A programming error kept the IRS from notifying hundreds of thousands of identity theft victims about criminals using their Social Security numbers to get themselves jobs in 2017, according to an internal investigation.

Last year, more than half a million Americans had their identities used by others to get hired, but only first-time victims received a notification from the IRS, the Treasury Inspector General for Tax Administration found. As a result, nearly 460,000 previous victims of employment identity theft were left in the dark about their information getting stolen yet again.

“Most identified victims remain unaware that their identities are being used by other individuals for employment,” TIGTA wrote in its report.

Auditors determined a programming error limited theft notifications to only those who were not labeled as victims in prior years. The inspector general brought the error to the attention of the IRS in April 2017, and the agency said it planned to implement a correction by Jan. 27.

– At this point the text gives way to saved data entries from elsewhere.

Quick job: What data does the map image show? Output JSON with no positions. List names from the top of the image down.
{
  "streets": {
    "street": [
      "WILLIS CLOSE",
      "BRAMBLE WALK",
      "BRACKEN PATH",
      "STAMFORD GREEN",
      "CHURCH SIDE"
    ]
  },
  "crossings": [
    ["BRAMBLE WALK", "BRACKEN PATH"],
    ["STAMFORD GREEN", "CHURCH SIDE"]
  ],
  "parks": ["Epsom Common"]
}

IRS could not confirm to Nextgov whether the system has been updated.

To spot employment identity theft, IRS compares the Individual Taxpayer Identification Numbers and Social Security numbers on electronically submitted tax returns. When it finds a mismatch, the agency alerts the individual their identity may be compromised.

Of the 112,445 people who received notifications in 2017, investigators found roughly 13.5 percent weren’t actually victims of identity theft. The false alerts most commonly stemmed from couples double-filing returns that included the other spouse's wages and Social Security numbers.

“Employment identity theft can cause a significant burden to innocent taxpayers, including the incorrect computation of taxes based on income that does not belong to them,” said investigators, adding, “erroneously marking taxpayers’ accounts with the employment identity theft marker causes taxpayer burden and confusion when they receive the [identity theft] notice.”

In addition to updating the identity verification system, TIGTA recommended the IRS tell as-of-yet unnotified victims their Social Security numbers were stolen and alert those who accidentally received identity theft alerts to the agency’s mistake.

IRS agreed with all recommendations.